(Beginning of Records for the task)

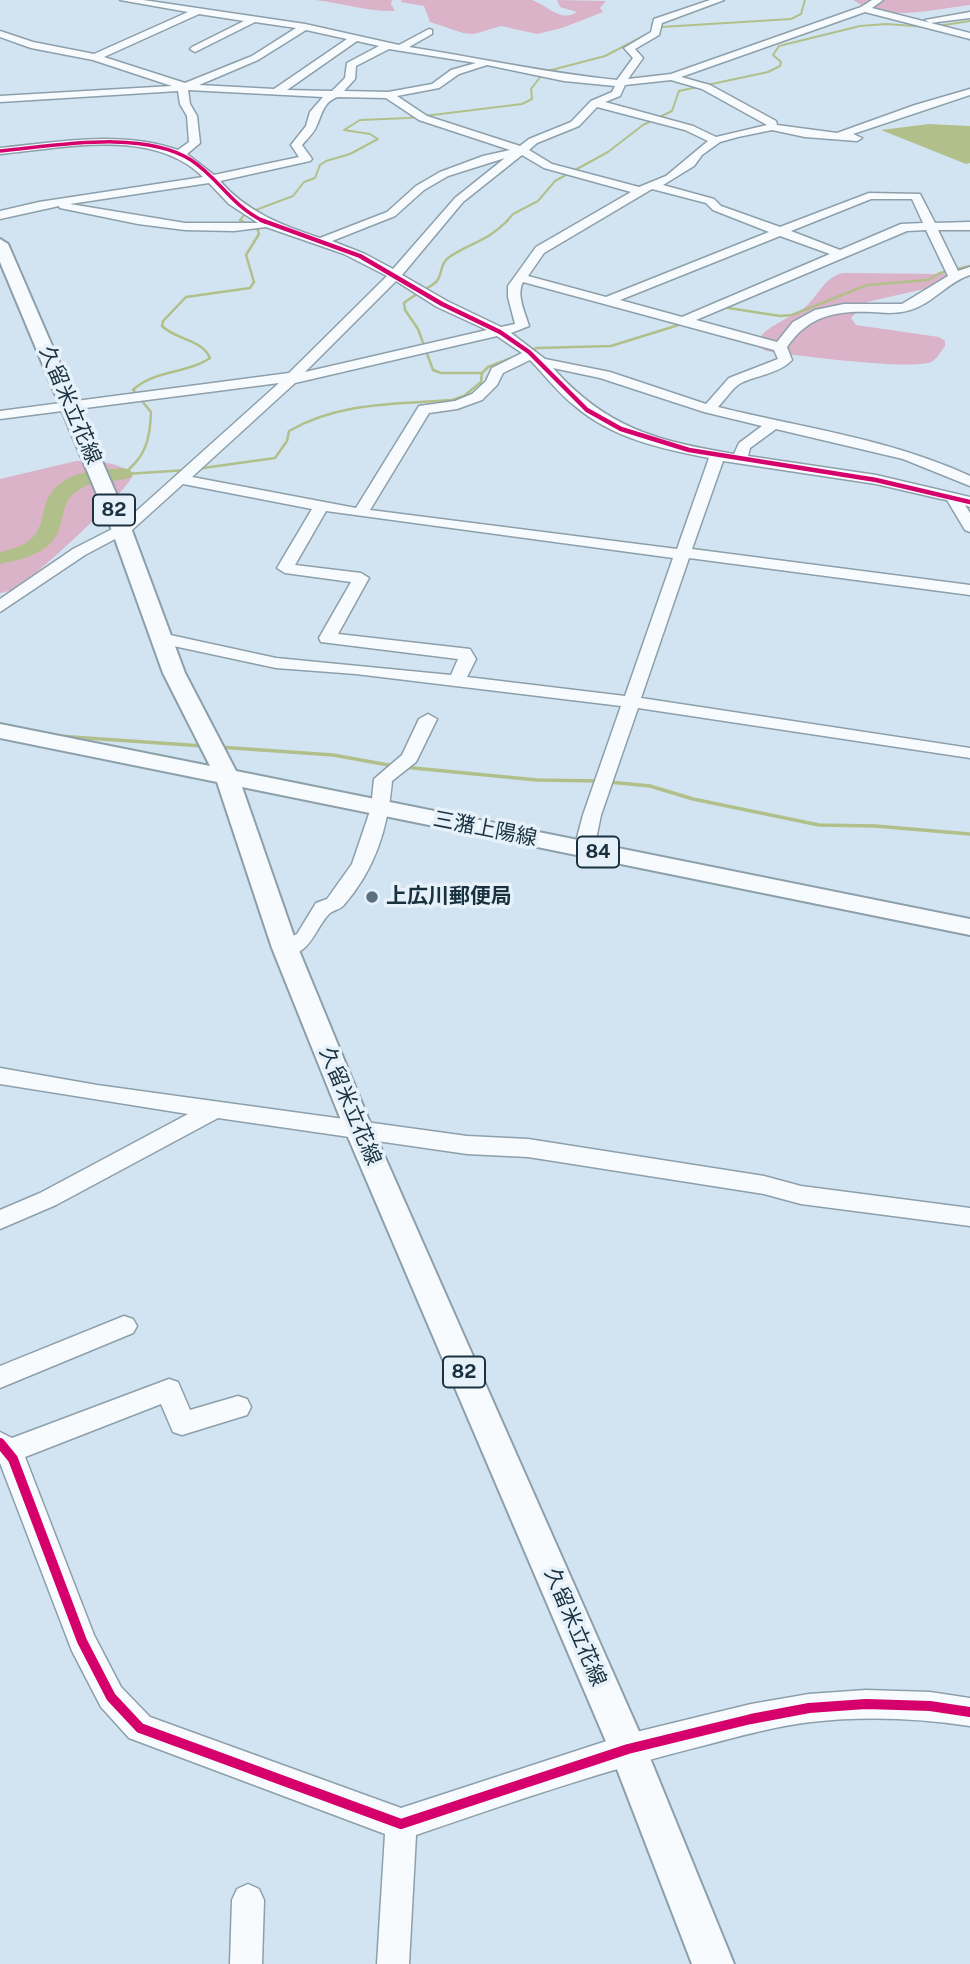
<!DOCTYPE html>
<meta charset="utf-8">
<style>
body{margin:0}
canvas{display:block;background:#d2e4f1}
</style>
<canvas width="970" height="1964"></canvas>
<script>
const ctx = document.querySelector('canvas').getContext('2d');
ctx.lineJoin = 'round';
function fill(path, color) { ctx.fillStyle = color; ctx.fill(path, 'evenodd'); }
function stroke(path, color, width, dash) { ctx.strokeStyle = color; ctx.lineWidth = width; ctx.lineCap = dash ? 'butt' : 'round'; ctx.setLineDash(dash || []); ctx.stroke(path); }
function drawText(font, color, halo, rows, align = 'center') {
  ctx.font = font + ' "Public Sans","Noto Sans JP",sans-serif'; ctx.lineWidth = 7; ctx.setLineDash([]); ctx.textBaseline = 'middle'; ctx.strokeStyle = halo; ctx.fillStyle = color; for (const [text, x, y, turn = 0] of rows) {
    ctx.save(); ctx.translate(x, y); ctx.rotate((+turn || 0) * Math.PI / 180); ctx.textAlign = isNaN(turn) ? turn : align; if (halo) ctx.strokeText(text, 0, 0); ctx.fillText(text, 0, 0); ctx.restore();
  }
}
const forest = new Path2D(`
 M315,0H392L391,4L395,11C368,12 342,3 315,0Z
 M402,0H532C547,5 560,23 577,12L560,7L557,0L606,1L600,8L603,12L562,28L537,34L501,26L474,34L463,33L430,22L424,6L401,2Z
 M853,0H970V5C934,9 885,23 853,0Z
 M843,273L946,274L961,278L959,281L867,302L851,318L856,325L939,337L945,341V346C941,351 937,359 931,362C911,370 812,357 785,354L766,351L756,345C759,329 790,318 803,309C817,298 825,276 843,273Z
 M76,461C94,461 119,461 133,475C126,493 35,577 16,588C11,591 5,592 0,593V479Z`);
const water = new Path2D(`
 M929,124L970,126V163L966,164L881,130Z`);
const streamFar2 = new Path2D(`
 M938,26L970,21
 M243,222L240,220L245,214L293,196L304,182L315,178L320,165L326,161L350,154L378,139L370,134L344,130L360,120L408,118L522,104L532,99L531,89L544,72L605,56L661,27L791,19L801,14L805,0
 M506,222L513,214L538,201L555,181L608,152L643,125L672,111L679,91L768,72L780,66L781,62L773,55L779,46L860,26L886,24L929,27`);
const streamFar1 = new Path2D(`
 M722,307L780,316L792,315L867,285L928,280L940,273L970,266
 M482,373H441L433,370L418,329L405,310L404,303C414,294 427,290 436,282C443,275 439,265 448,258C470,242 486,243 508,220
 M196,469L275,458L287,441L289,431C338,402 396,404 452,400L464,396L481,382L482,373L488,367L537,348L611,346L685,323
 M123,474C146,457 150,439 151,412L133,390C153,370 187,374 210,358C202,339 176,340 162,326L163,321L186,297L250,288L254,282L246,255L259,234L258,230L240,220
 M126,474L187,470`);
const stream = new Path2D(`
 M58,736L203,746
 M219,747L333,755L394,766
 M403,767L537,780L600,781
 M609,782L650,786L693,799L819,825L875,826L970,834`);
const river = new Path2D(`
 M123,468L130,470L133,474L130,478C112,483 92,479 77,491C67,498 64,508 62,519C56,552 29,558 0,564V552C63,539 26,505 65,480C81,470 104,470 123,468Z`);
const minor = new Path2D(`
 M120,0H143L305,24L399,45L429,29L432,30V34L409,47C479,58 547,73 617,80L633,58L624,48L651,32L654,19L710,0H724L662,23L659,35L635,49L643,58L628,79L671,74L861,7L872,0H883L872,8L970,33V39L865,12L681,77L710,85L776,121L777,125L837,133L915,105L970,89V95L853,134L862,138L857,141L805,137L772,130L738,137L720,142L702,155L694,166L663,185L714,199L721,206L780,227L869,193L920,194L935,223L970,222V230H938L958,271L970,267V275C948,282 932,304 910,310C897,314 885,313 872,312C836,310 808,316 787,347L792,360C778,374 758,375 741,383C733,387 725,400 718,407C803,428 890,439 970,476V486L903,459L776,429L750,448L748,456L876,475L970,497V507L965,505L970,513V532L965,530L947,500L941,499L876,484L723,461L692,549L970,585V595L689,558L641,698L970,748V758L638,708L601,815L594,849L591,853H577L574,849L583,815L621,706L356,674L276,668L155,642L153,638L155,634L161,633L276,658L451,675L458,659L321,642L319,638L351,582L285,573L277,568L312,509L183,484L132,530L85,555L0,612V599L73,549L122,524L279,383L0,419V411L289,373L387,276L344,254L266,227L234,231L185,230L138,224L60,208L59,206L0,219V211L39,202L203,177C153,127 63,148 0,154V148C58,142 121,130 178,150L189,142L187,116L180,104L178,91L0,102V96L172,86L93,60L31,48L0,37V31L33,42L94,54L188,12ZM199,14L244,21L192,47L190,49L195,52L255,22L296,28L252,56L185,83L104,57ZM306,30L347,39L274,89L199,85L258,60ZM357,41L379,46L347,63L345,78L332,91L287,90ZM389,49L476,63L451,70L432,84L388,92L344,91L355,79L356,66ZM487,65L564,81L615,86L612,92L591,101L571,122L529,139L520,146L427,116L397,96L439,88L459,74ZM671,80L702,89L767,125L716,137L693,126L605,102L620,96L625,85ZM188,90L323,97L310,112L306,126L291,145L299,157L214,175L187,154L200,143L197,116L190,104ZM338,97L386,98L419,120L510,150L483,156L440,172L416,186L387,212L320,238C281,225 247,212 220,181L310,161L312,159L302,145C307,139 314,133 317,125C322,114 324,101 338,97ZM597,107L685,130L708,141L666,176L639,187L552,164L529,150L537,143L579,126ZM522,155L544,168L631,192L536,247L508,286V297L515,324L501,327L447,301L402,275L463,202ZM505,158L455,198L393,269L365,254L332,241L395,216L424,190L448,176ZM209,183L229,204L258,223H185L70,204ZM652,189L706,203L713,210L769,232L606,297L528,276L544,253ZM871,199H912L923,223L901,224L840,250L791,231ZM926,230L948,276L902,304H844L815,310L793,322L777,342L696,320L907,231ZM780,236L830,254L682,317L620,300ZM396,281L437,307L487,330L305,372ZM523,282L774,350L778,359L729,378L706,404L610,372L545,359L511,333L529,326C525,312 516,295 523,282ZM497,336L522,353L492,368L486,381L472,394L455,401L419,406L356,508L192,477L295,383ZM530,360C545,375 558,393 575,406C612,438 662,449 709,458L677,549L370,510L429,413L457,409L482,400L497,385L503,373ZM553,368L600,378L704,412L762,426L739,443L734,454C657,441 606,428 553,368ZM326,511L673,558L625,696L467,677L476,659L470,649L338,634L369,578L361,573L295,565Z
 M970,12V18L930,23L925,20Z
 M428,714L437,719L416,762L392,781C388,828 375,870 343,906C339,910 333,910 329,914C314,929 309,962 278,953L275,948L278,943L297,934L316,903L327,899L352,864L371,808L374,779L402,755L419,719Z
 M0,1068L97,1085L467,1136L528,1139L764,1176L801,1186L970,1208V1226L801,1204L764,1194L528,1157L467,1154L218,1118L56,1205L0,1229V1210L40,1193L188,1114L0,1084Z
 M124,1316L133,1319L137,1326L133,1333L0,1388V1366Z
 M169,1379L178,1382L190,1410L238,1396L247,1399L251,1407L247,1415L182,1435L173,1432L161,1404L25,1457L94,1635L121,1687L150,1717L401,1808L628,1734L751,1704L809,1694L866,1690L930,1692L970,1698V1726C917,1718 864,1716 811,1722C776,1726 740,1736 706,1745C608,1769 512,1802 416,1835L409,1964H377L385,1834L129,1738L101,1707L72,1651L0,1463V1432L12,1438Z
 M248,1884L259,1889L264,1900L262,1964H230L232,1900L237,1889Z`);
const major = new Path2D(`
 M0,239L8,244L131,528L185,673L236,771L970,919V935L242,787L298,948L373,1130L641,1736L734,1964H692L610,1751L345,1130L272,948L217,782L0,738V724L210,766L163,673L111,528L0,262Z`);
const cyclewayFar2 = new Path2D(`
 M0,151C54,146 143,129 191,160C220,179 229,204 265,222`);
const cyclewayFar1 = new Path2D(`
 M261,220L360,256L442,304L500,332L529,352L587,410L621,429L689,450L876,480L970,502`);
const cycleway = new Path2D(`
 M0,1443L13,1459L82,1641L111,1697L140,1728L401,1824L628,1749L751,1719L809,1708L866,1704L930,1706L970,1712`);
const markers = [
 [372,897,7,"#5a707e"]
];
const shields = [
 [114,510,42],
 [598,852,42],
 [464,1372,42]
];
const shieldNames = [
 ["82",114,510],
 ["84",598,852],
 ["82",464,1372]
];
const streetNames = [
 ["久留米立花線",70,405,67],
 ["三潴上陽線",485,829,11],
 ["久留米立花線",350,1106,67],
 ["久留米立花線",575,1627,67]
];
const poiNames = [
 ["上広川郵便局",386,897]
];
fill(forest, '#dab3c9');
fill(water, '#b1c08a');
stroke(streamFar2, '#b1c08a', 2);
stroke(streamFar1, '#b1c08a', 2.5);
stroke(stream, '#b1c08a', 3.5);
fill(river, '#b1c08a');
stroke(minor, '#8c9fab', 3);
stroke(major, '#8c9fab', 4);
fill(minor, '#f8fbfd');
fill(major, '#f8fbfd');
stroke(cyclewayFar2, '#d6006c', 3.5);
stroke(cyclewayFar1, '#d6006c', 4.5);
stroke(cycleway, '#d6006c', 10);
for (const [x, y, r, color] of markers) { const dot = new Path2D(); dot.arc(x, y, r, 0, 2 * Math.PI); ctx.fillStyle = color; ctx.fill(dot); stroke(dot, '#e6f1f9', 2.5); }
for (const [x, y, w] of shields) { const box = new Path2D(); box.roundRect(x - w / 2, y - 15.5, w, 31, 5); ctx.fillStyle = '#e6f1f9'; ctx.fill(box); stroke(box, '#1a3240', 2); }
drawText('bold 19px', '#1a3240', null, shieldNames);
drawText('21px', '#1a3240', '#e6f1f9', streetNames);
drawText('bold 21px', '#1a3240', '#e6f1f9', poiNames, 'left');
</script>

(End of Records for the task)

• _Try it_:
Scan the entries above for the word "drawText". Report the lines that hold it.

• _Solution for this task_:
function drawText(font, color, halo, rows, align = 'center') {
drawText('bold 19px', '#1a3240', null, shieldNames);
drawText('21px', '#1a3240', '#e6f1f9', streetNames);
drawText('bold 21px', '#1a3240', '#e6f1f9', poiNames, 'left');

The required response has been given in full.